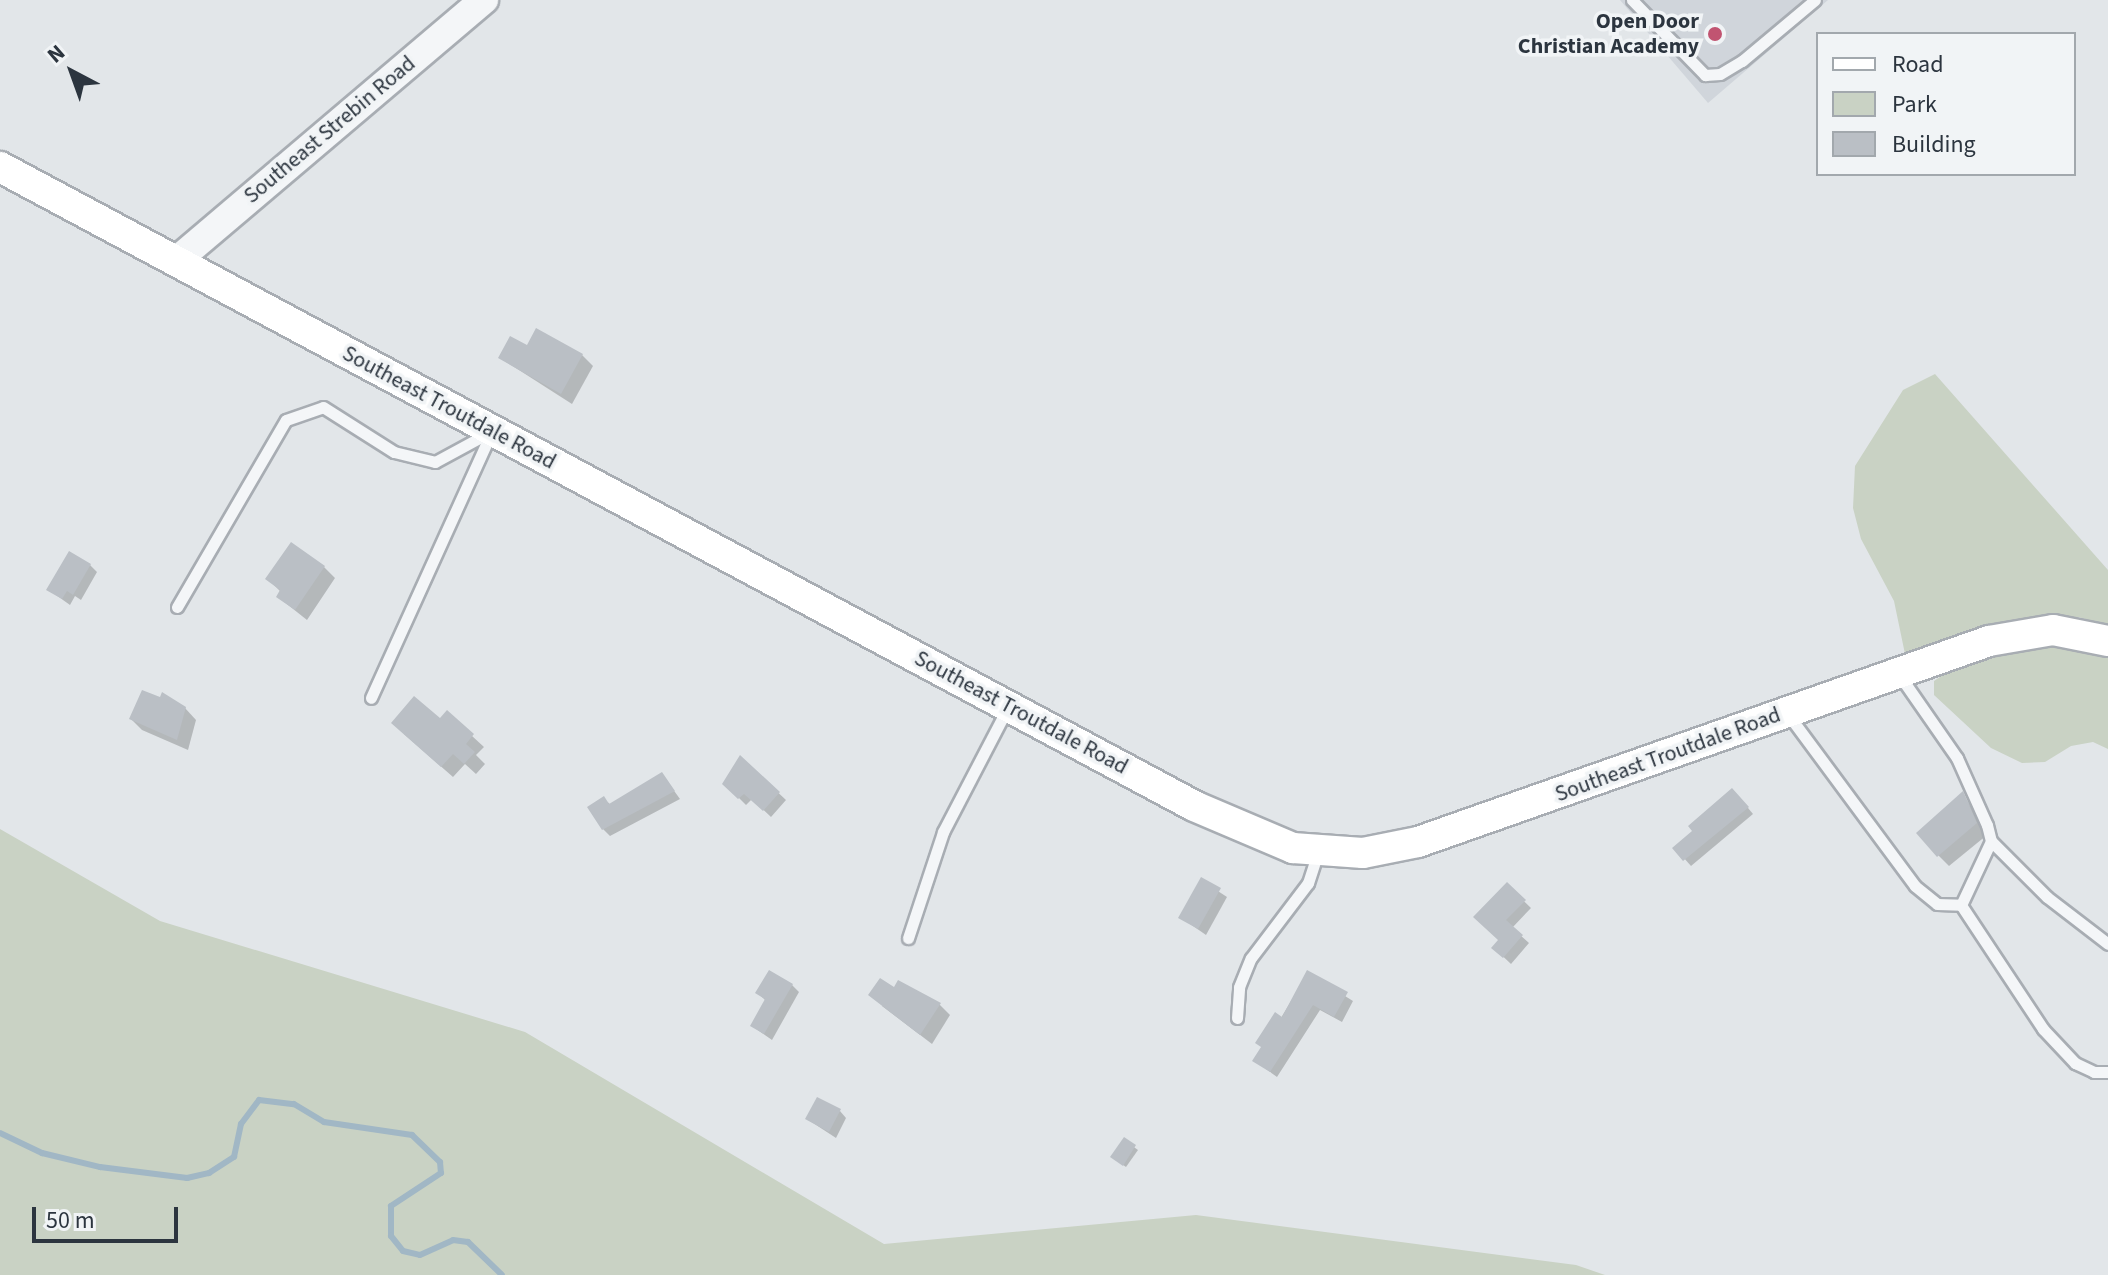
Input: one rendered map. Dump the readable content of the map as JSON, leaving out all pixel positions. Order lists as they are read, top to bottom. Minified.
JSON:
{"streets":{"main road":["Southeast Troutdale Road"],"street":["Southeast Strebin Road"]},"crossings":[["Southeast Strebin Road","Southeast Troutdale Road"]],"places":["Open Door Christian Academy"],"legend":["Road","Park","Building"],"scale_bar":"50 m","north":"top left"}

--- --- ---

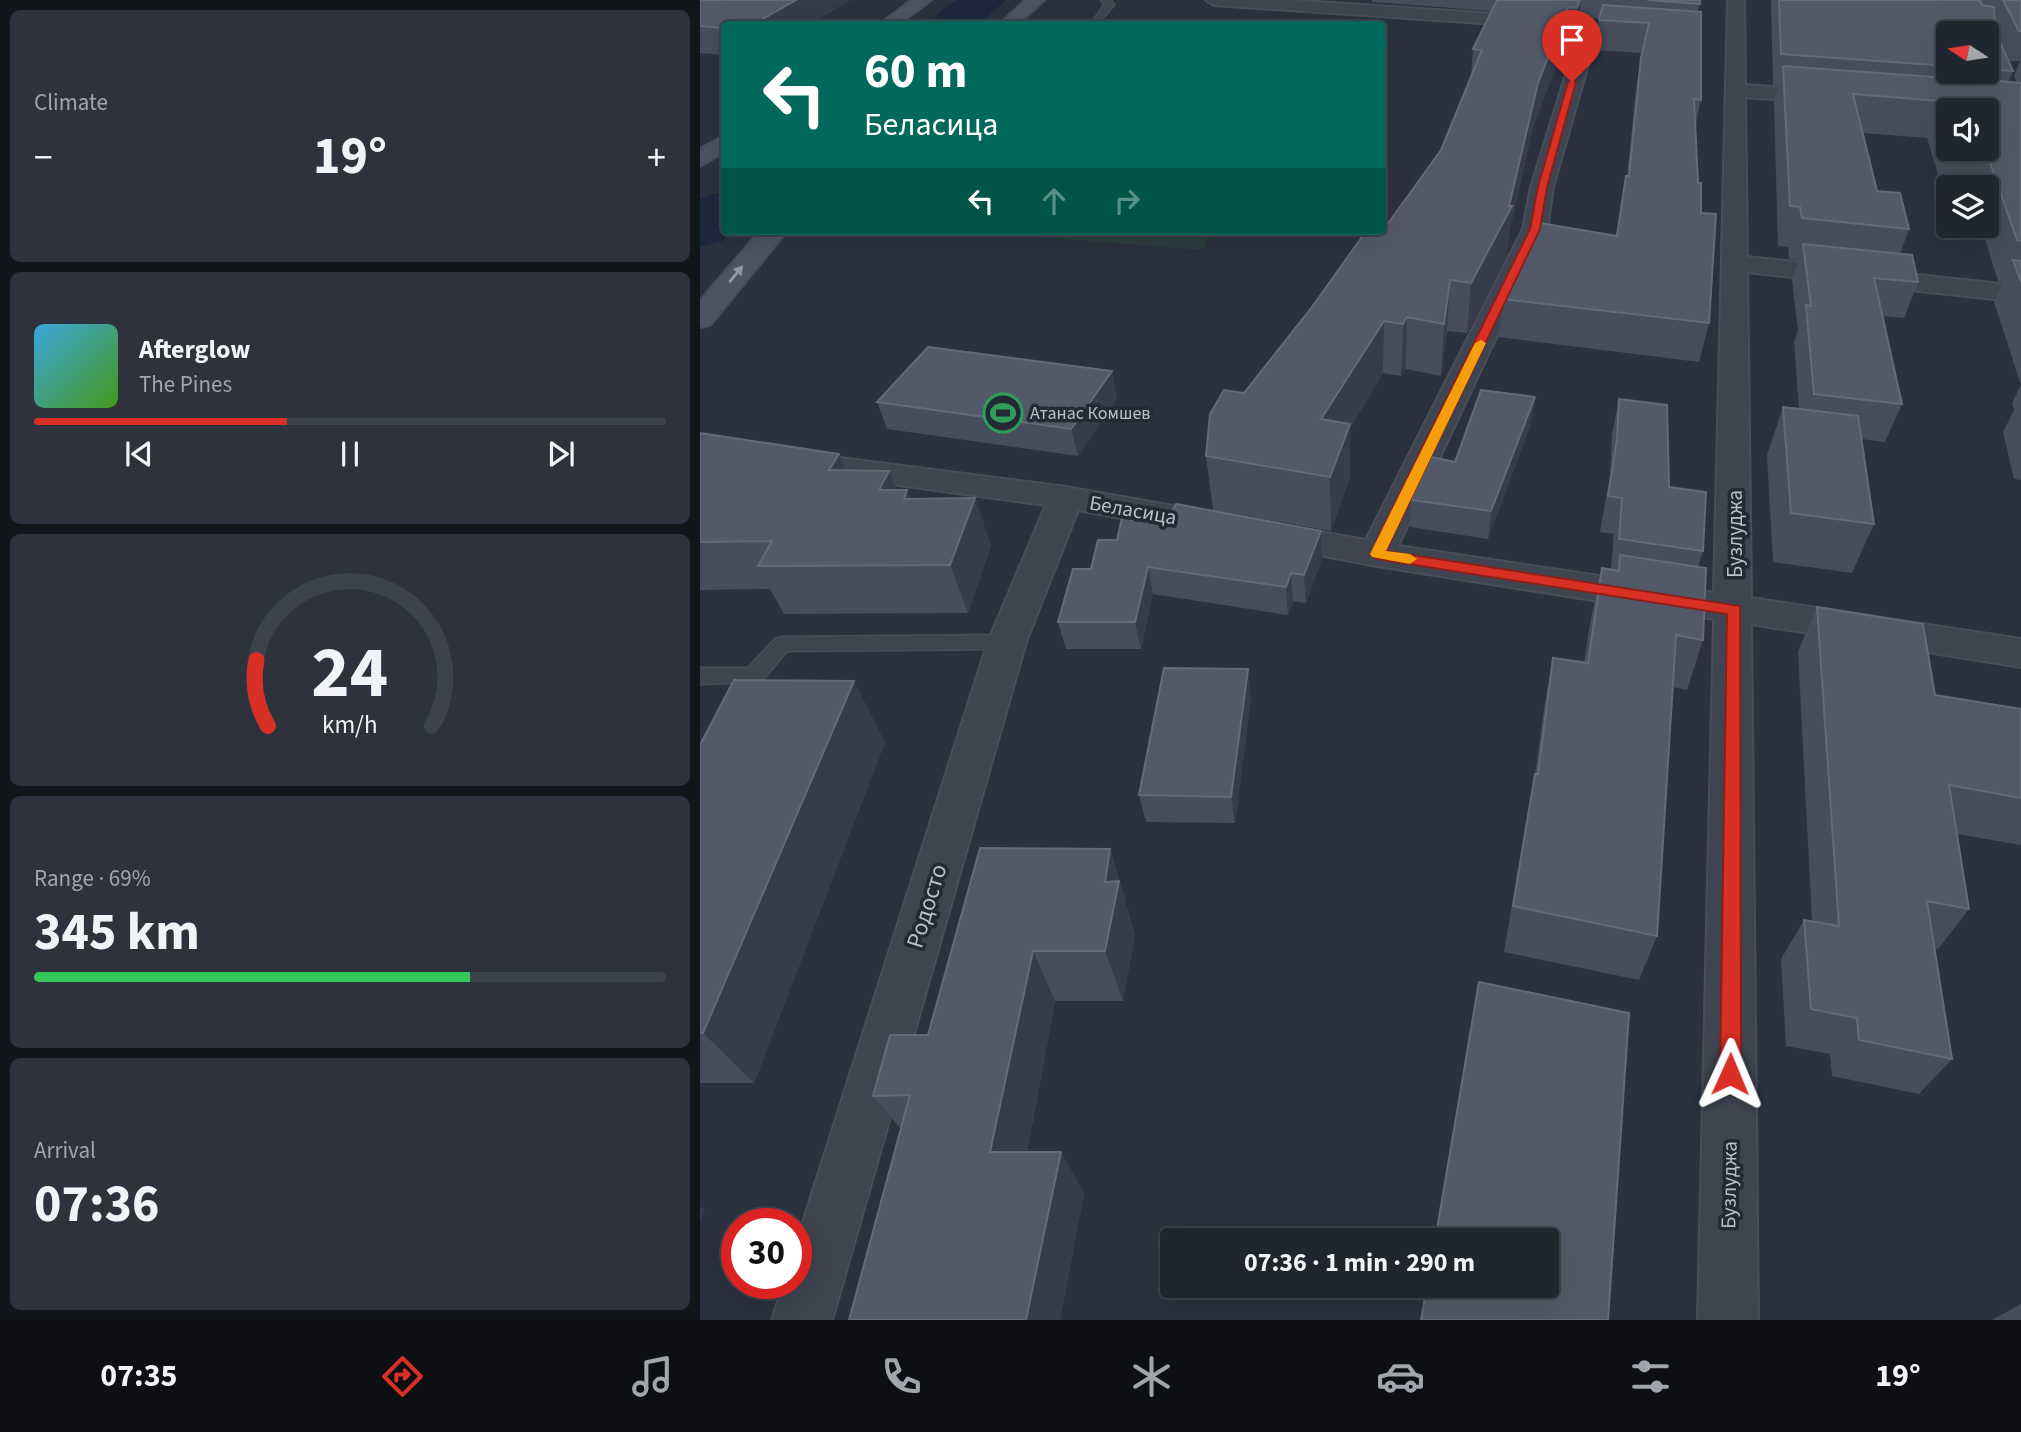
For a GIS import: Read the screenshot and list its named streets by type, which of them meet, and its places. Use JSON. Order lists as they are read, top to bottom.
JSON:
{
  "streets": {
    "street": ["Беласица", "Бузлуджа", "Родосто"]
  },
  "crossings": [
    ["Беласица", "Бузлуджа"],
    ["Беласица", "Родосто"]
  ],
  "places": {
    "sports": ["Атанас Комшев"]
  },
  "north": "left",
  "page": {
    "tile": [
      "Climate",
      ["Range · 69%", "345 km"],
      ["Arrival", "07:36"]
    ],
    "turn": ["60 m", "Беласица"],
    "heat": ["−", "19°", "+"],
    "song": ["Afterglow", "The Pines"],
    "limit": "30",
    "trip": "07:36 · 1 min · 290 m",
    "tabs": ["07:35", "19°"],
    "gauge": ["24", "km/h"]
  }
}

--- --- ---

» **Task requirements**
Count the lines in the entries above where the string "lists" shows up, and give that number only.

» **Response area**
2